• What to do
Take from the material every line that contains the word "lane".

• Records for the task
------------
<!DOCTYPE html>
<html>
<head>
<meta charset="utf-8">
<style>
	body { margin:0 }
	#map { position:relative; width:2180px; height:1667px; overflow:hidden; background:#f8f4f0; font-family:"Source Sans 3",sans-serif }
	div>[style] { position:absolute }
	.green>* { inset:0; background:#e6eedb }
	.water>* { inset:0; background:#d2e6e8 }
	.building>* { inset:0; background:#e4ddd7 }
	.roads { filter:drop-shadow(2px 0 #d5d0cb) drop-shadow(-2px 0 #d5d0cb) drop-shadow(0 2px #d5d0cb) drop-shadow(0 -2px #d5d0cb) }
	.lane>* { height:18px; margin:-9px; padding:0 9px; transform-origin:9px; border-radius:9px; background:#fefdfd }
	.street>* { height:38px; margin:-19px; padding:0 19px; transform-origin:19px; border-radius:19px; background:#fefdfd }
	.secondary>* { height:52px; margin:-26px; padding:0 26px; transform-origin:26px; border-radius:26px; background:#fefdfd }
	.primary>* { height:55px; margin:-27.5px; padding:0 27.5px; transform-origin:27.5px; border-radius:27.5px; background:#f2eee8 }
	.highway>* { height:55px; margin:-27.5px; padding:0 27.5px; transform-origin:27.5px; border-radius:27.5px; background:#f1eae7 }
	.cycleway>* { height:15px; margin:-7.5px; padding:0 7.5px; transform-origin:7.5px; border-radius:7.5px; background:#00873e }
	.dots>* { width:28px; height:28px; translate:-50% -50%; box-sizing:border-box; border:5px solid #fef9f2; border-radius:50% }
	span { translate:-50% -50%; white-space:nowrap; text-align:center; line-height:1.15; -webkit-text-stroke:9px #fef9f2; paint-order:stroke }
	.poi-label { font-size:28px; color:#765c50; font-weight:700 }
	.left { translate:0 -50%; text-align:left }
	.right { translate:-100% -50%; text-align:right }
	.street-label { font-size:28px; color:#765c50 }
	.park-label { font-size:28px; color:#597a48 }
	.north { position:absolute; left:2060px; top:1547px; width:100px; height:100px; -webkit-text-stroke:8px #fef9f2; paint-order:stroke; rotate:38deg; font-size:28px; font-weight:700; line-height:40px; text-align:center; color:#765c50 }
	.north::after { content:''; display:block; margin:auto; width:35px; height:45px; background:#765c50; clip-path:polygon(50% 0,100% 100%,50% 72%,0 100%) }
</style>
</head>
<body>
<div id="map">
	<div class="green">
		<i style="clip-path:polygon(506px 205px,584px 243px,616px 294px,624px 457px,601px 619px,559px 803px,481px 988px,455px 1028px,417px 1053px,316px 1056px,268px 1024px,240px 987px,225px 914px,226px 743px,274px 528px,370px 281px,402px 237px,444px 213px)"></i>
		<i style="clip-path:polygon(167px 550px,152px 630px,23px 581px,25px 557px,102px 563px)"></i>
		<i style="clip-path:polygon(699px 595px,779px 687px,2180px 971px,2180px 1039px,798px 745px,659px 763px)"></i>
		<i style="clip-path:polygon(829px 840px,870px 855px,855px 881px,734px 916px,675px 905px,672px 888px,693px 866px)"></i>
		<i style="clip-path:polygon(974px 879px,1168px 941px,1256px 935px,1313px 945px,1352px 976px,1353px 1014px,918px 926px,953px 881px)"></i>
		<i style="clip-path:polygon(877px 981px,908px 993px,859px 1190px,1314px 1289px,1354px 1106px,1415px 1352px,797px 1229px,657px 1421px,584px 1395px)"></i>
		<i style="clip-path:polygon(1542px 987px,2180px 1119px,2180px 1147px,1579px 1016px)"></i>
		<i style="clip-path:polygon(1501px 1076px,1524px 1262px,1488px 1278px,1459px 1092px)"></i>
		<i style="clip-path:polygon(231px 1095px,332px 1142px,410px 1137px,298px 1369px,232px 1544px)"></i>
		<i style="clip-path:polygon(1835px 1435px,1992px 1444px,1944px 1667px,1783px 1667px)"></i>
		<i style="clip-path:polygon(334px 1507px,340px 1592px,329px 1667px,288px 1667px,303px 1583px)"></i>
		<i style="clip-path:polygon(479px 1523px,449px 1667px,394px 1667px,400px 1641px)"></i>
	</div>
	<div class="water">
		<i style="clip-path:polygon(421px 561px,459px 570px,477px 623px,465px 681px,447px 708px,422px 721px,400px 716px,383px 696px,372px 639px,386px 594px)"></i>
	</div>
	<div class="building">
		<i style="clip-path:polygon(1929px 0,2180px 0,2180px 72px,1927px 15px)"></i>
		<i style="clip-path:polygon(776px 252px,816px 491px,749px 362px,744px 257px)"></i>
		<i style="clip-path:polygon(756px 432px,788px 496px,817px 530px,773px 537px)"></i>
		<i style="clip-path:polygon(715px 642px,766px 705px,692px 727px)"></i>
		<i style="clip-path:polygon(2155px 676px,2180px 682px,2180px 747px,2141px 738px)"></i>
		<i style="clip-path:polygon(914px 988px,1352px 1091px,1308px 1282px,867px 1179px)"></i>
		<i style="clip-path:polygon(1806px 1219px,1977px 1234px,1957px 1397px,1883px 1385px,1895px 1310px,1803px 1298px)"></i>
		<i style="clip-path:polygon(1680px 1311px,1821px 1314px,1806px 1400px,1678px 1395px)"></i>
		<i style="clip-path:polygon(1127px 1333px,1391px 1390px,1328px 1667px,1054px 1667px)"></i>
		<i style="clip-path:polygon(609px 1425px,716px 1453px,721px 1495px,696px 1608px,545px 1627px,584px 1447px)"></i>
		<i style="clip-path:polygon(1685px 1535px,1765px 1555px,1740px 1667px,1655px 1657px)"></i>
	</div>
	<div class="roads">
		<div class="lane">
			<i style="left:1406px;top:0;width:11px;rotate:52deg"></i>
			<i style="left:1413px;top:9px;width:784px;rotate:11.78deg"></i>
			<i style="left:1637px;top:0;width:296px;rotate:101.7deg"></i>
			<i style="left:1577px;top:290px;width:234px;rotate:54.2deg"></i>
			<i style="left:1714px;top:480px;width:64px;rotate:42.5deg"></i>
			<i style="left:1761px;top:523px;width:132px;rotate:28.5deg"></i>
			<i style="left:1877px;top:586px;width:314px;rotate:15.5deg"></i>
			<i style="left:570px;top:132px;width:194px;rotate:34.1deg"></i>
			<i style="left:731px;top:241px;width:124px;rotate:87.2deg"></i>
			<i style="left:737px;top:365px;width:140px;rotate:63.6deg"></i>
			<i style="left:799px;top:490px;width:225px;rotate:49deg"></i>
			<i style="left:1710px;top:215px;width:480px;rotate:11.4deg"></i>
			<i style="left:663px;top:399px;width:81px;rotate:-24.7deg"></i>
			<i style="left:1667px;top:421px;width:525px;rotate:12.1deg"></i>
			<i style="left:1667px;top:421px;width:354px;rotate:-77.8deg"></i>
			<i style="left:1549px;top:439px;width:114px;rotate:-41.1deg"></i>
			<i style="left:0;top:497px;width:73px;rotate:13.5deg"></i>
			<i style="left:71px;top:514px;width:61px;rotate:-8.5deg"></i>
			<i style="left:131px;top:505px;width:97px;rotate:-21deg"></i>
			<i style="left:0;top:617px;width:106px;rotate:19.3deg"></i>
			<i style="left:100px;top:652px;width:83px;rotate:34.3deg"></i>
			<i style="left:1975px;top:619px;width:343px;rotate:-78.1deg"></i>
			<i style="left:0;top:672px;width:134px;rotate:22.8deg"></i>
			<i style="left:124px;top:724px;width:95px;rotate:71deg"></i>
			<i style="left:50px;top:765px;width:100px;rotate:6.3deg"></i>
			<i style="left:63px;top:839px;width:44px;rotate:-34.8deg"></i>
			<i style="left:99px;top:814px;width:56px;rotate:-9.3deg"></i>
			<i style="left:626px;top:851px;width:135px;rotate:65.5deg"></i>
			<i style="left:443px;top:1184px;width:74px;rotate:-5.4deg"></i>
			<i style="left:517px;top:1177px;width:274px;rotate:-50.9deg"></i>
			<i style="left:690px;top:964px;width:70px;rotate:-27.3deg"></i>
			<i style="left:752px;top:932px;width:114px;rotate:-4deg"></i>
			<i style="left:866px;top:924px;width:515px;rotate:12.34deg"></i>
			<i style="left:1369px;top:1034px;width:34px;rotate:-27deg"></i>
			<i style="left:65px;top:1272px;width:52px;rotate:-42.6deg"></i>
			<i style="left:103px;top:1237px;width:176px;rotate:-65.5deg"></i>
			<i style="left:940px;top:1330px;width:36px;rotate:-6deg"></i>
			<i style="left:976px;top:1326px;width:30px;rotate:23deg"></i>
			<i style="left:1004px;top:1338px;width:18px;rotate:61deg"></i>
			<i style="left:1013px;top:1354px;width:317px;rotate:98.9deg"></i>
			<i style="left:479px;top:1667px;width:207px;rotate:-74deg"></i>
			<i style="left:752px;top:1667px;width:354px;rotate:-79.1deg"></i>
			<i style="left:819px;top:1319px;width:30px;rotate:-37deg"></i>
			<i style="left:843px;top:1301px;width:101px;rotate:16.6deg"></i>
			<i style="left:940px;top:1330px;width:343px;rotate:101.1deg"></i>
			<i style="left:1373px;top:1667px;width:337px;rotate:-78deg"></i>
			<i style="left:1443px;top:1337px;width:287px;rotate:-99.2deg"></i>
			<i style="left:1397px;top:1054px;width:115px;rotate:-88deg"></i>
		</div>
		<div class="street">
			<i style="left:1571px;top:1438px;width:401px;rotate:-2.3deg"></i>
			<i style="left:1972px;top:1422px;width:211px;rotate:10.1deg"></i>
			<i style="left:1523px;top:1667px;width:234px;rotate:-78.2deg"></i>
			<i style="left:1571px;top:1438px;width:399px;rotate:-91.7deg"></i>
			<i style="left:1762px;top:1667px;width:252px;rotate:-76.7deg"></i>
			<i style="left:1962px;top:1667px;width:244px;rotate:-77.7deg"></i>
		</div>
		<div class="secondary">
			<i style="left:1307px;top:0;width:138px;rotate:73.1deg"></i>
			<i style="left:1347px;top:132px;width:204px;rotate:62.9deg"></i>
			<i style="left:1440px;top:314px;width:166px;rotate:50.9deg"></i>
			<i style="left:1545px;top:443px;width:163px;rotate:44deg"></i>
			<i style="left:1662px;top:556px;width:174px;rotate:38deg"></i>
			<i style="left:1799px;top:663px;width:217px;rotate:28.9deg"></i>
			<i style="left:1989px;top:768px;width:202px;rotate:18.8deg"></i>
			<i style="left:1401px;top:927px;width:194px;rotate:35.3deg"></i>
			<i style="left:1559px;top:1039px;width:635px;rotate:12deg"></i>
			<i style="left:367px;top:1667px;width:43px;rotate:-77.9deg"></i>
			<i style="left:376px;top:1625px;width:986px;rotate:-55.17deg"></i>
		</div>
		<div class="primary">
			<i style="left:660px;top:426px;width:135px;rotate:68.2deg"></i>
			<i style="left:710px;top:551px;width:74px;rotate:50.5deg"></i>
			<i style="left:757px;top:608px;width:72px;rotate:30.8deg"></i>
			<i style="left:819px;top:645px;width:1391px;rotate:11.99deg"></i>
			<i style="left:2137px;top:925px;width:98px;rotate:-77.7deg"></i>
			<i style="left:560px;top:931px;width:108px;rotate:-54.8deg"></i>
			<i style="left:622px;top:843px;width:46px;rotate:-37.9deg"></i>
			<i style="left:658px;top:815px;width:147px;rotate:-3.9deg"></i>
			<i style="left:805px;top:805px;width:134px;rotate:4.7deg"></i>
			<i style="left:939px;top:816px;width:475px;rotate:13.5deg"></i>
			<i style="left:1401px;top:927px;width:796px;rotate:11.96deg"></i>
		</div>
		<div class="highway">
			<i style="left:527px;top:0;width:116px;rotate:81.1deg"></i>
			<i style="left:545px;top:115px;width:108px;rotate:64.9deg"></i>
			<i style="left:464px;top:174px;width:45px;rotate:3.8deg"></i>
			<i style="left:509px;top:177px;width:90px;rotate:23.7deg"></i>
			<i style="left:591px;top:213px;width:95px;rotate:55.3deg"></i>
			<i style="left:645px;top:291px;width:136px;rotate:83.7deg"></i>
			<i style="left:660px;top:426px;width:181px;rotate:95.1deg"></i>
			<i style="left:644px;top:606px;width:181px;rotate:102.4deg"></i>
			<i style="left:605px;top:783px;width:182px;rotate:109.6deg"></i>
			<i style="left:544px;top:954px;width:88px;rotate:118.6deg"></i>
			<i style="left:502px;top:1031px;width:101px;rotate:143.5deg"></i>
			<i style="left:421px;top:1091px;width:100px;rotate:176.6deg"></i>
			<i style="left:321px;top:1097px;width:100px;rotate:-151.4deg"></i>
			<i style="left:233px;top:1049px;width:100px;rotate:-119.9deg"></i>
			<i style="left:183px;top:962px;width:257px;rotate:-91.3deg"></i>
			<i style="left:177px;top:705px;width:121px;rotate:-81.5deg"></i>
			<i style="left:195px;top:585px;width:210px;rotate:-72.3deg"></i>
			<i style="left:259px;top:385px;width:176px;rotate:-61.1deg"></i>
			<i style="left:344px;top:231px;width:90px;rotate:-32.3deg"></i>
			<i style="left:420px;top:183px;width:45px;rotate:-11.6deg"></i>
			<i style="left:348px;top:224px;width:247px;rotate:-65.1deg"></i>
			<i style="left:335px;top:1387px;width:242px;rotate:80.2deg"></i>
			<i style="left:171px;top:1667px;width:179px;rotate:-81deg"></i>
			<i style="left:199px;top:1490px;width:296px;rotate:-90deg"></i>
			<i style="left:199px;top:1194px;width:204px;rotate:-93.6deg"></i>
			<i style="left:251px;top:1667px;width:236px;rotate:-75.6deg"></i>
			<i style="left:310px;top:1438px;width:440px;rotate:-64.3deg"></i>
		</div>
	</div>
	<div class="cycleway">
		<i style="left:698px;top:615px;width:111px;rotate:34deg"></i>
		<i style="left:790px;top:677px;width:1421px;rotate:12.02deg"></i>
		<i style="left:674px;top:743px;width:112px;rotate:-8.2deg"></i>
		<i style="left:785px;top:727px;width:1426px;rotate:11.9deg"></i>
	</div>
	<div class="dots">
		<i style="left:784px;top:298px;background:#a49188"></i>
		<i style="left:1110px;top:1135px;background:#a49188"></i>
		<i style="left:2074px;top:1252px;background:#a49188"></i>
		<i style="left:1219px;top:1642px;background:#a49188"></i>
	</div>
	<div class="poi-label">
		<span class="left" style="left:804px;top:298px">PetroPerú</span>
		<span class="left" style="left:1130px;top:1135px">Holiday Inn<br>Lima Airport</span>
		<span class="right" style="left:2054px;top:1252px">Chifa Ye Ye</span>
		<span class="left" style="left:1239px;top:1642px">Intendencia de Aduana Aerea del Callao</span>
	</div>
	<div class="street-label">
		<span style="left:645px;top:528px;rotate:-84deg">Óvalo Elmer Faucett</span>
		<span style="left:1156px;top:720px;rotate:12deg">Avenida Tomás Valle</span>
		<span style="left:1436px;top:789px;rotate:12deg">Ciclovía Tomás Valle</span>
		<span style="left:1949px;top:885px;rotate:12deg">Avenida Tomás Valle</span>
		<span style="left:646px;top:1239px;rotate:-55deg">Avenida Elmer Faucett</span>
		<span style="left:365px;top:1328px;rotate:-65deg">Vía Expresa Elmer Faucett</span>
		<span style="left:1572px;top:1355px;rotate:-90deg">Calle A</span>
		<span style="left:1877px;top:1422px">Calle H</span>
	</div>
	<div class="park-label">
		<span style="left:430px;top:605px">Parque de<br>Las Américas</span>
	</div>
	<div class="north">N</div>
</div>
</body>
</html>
------------
• Written answer
	.lane>* { height:18px; margin:-9px; padding:0 9px; transform-origin:9px; border-radius:9px; background:#fefdfd }
		<div class="lane">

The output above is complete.